In May 2023, she was one of the two remaining candidates (Anastasia Lenkova, being the other selected as her backup) following the Belarus Space Agency selection to fly aboard Soyuz MS-25 as a spaceflight participant in March 2024. She was designated as a member of prime crew of ISS EP-21.

On 24 July 2023, she commenced theoretical and practical training for the flight at the Yuri A. Gagarin Cosmonaut Training Center in Star City, Russia.

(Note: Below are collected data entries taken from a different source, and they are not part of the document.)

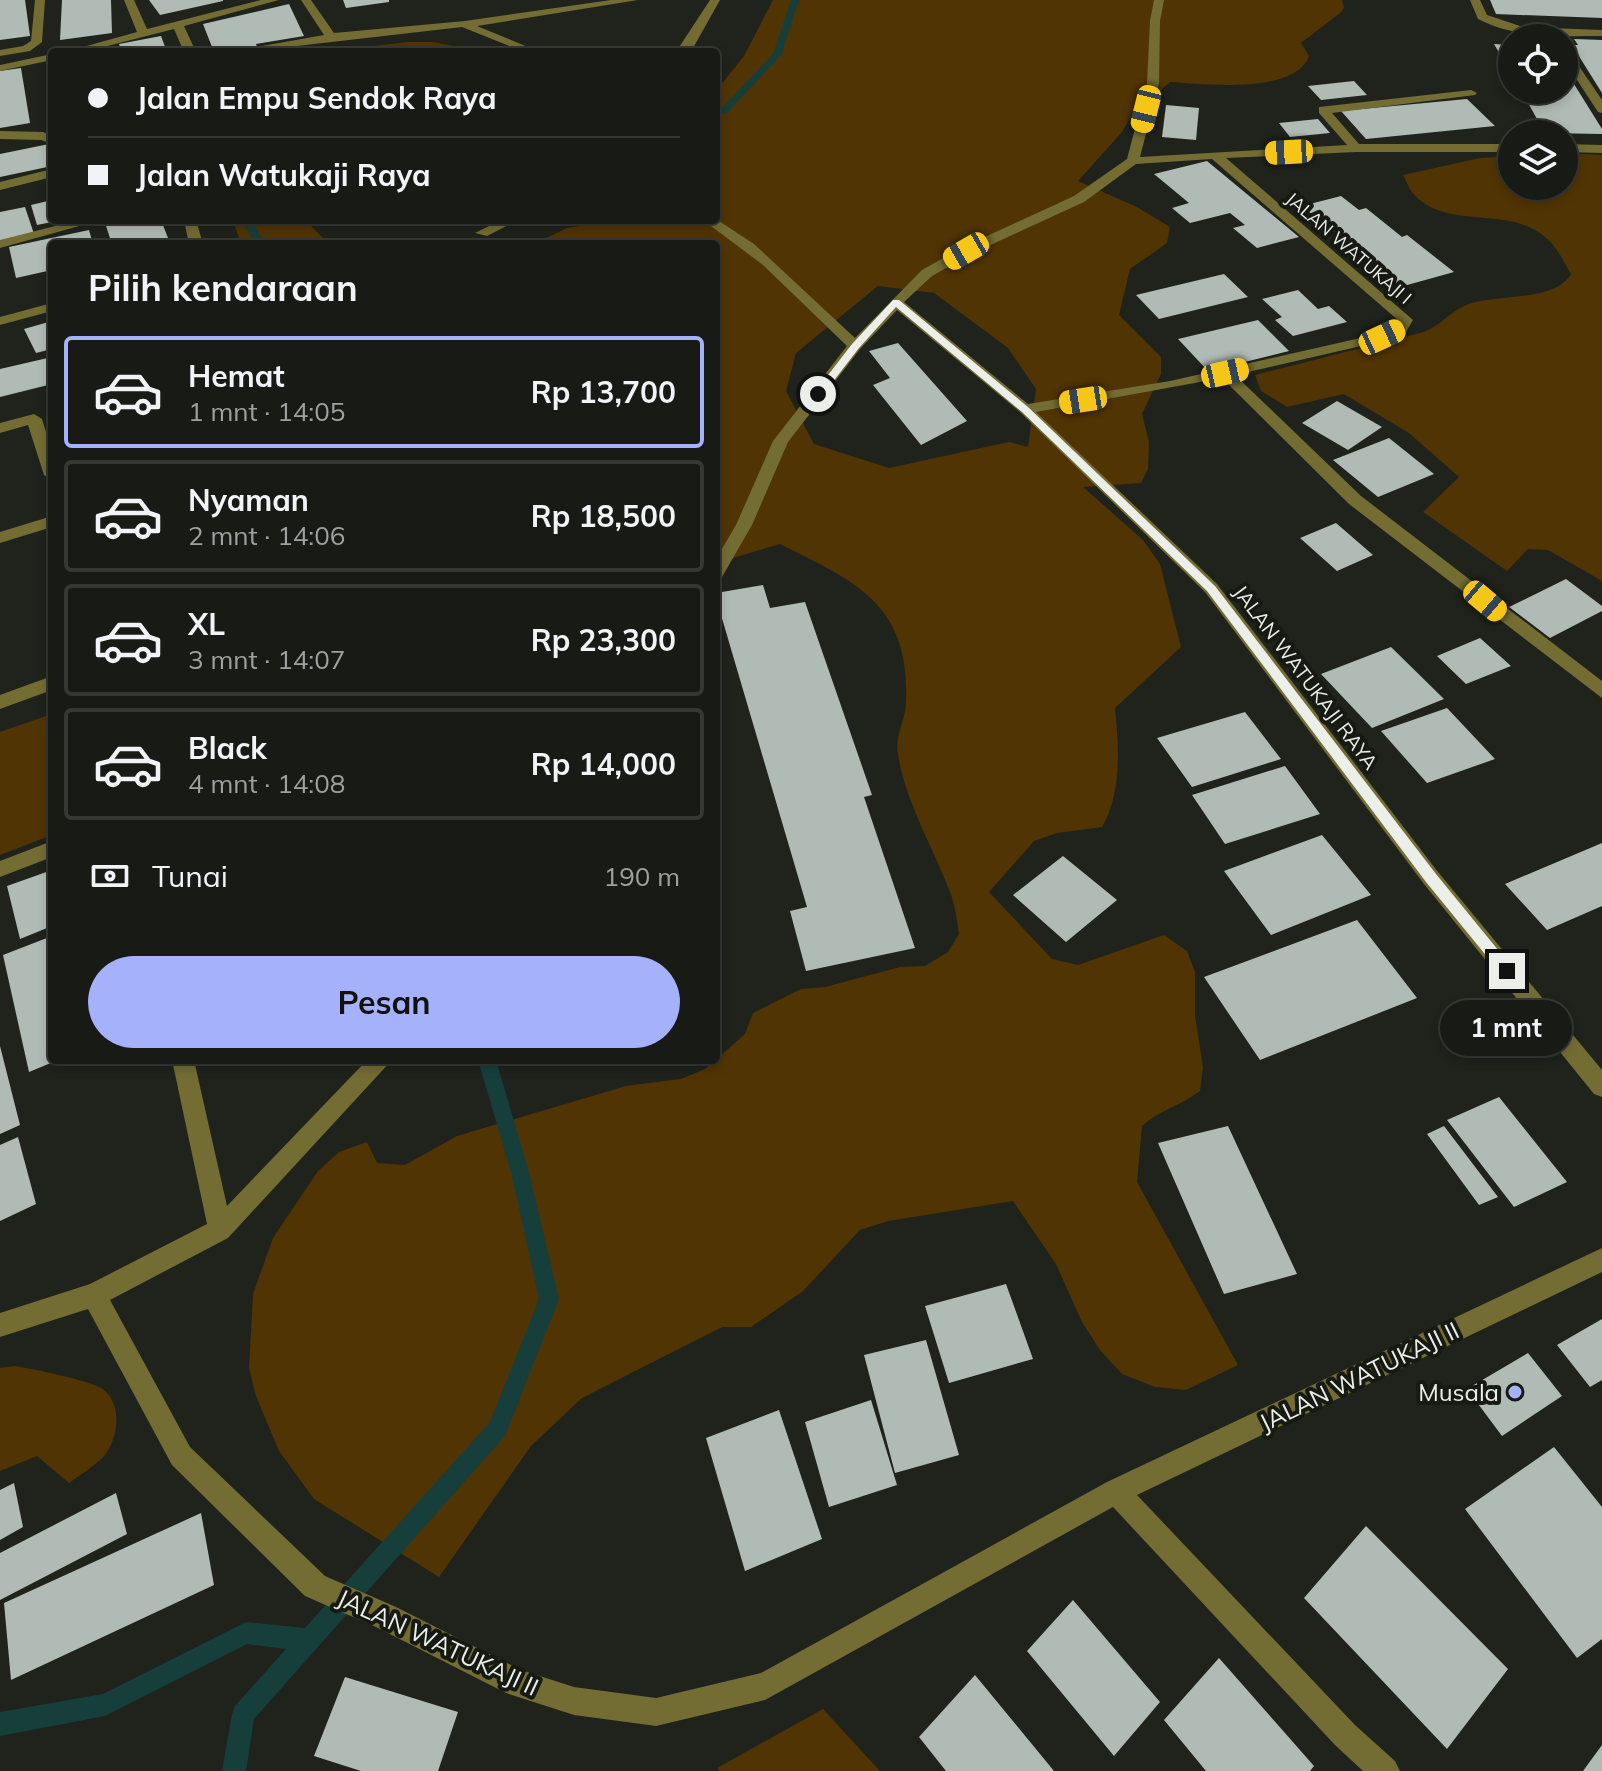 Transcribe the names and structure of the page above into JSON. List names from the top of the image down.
{
  "streets": {
    "street": ["JALAN WATUKAJI I", "JALAN WATUKAJI RAYA", "JALAN WATUKAJI II"]
  },
  "crossings": [
    ["JALAN WATUKAJI I", "JALAN WATUKAJI RAYA"]
  ],
  "places": ["Musala"],
  "page": {
    "banner": ["Jalan Empu Sendok Raya", "Jalan Watukaji Raya"],
    "heading": "Pilih kendaraan",
    "list": [
      {
        "name": "Hemat",
        "note": "1 mnt · 14:05",
        "value": "Rp 13,700"
      },
      {
        "name": "Nyaman",
        "note": "2 mnt · 14:06",
        "value": "Rp 18,500"
      },
      {
        "name": "XL",
        "note": "3 mnt · 14:07",
        "value": "Rp 23,300"
      },
      {
        "name": "Black",
        "note": "4 mnt · 14:08",
        "value": "Rp 14,000"
      }
    ],
    "pay": ["Tunai", "190 m"],
    "buttons": "Pesan",
    "bubble": "1 mnt"
  }
}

In October, she began practical training on the Soyuz MS spacecraft simulator to conduct routine flight and undocking operations, and underwent training in zero gravity conditions on the Ilyushin II-76 laboratory aircraft. In December, together with Oleg Novitsky, she conducted training on the actions of astronauts in the event of an emergency landing in a wooded and swampy area in winter. She is not trained for the US Orbital Segment as she only worked on the Russian Orbital Segment of ISS.

She traveled to the station with Roscosmos cosmonaut Oleg Novitsky and NASA astronaut Tracy Caldwell-Dyson, where she and Novitsky spent approximately 13 days aboard the orbital complex as a part of the 21st ISS visiting expedition. She and Novitsky returned to Earth aboard the Soyuz MS-24 with NASA astronaut Loral O'Hara on 6 April 2024.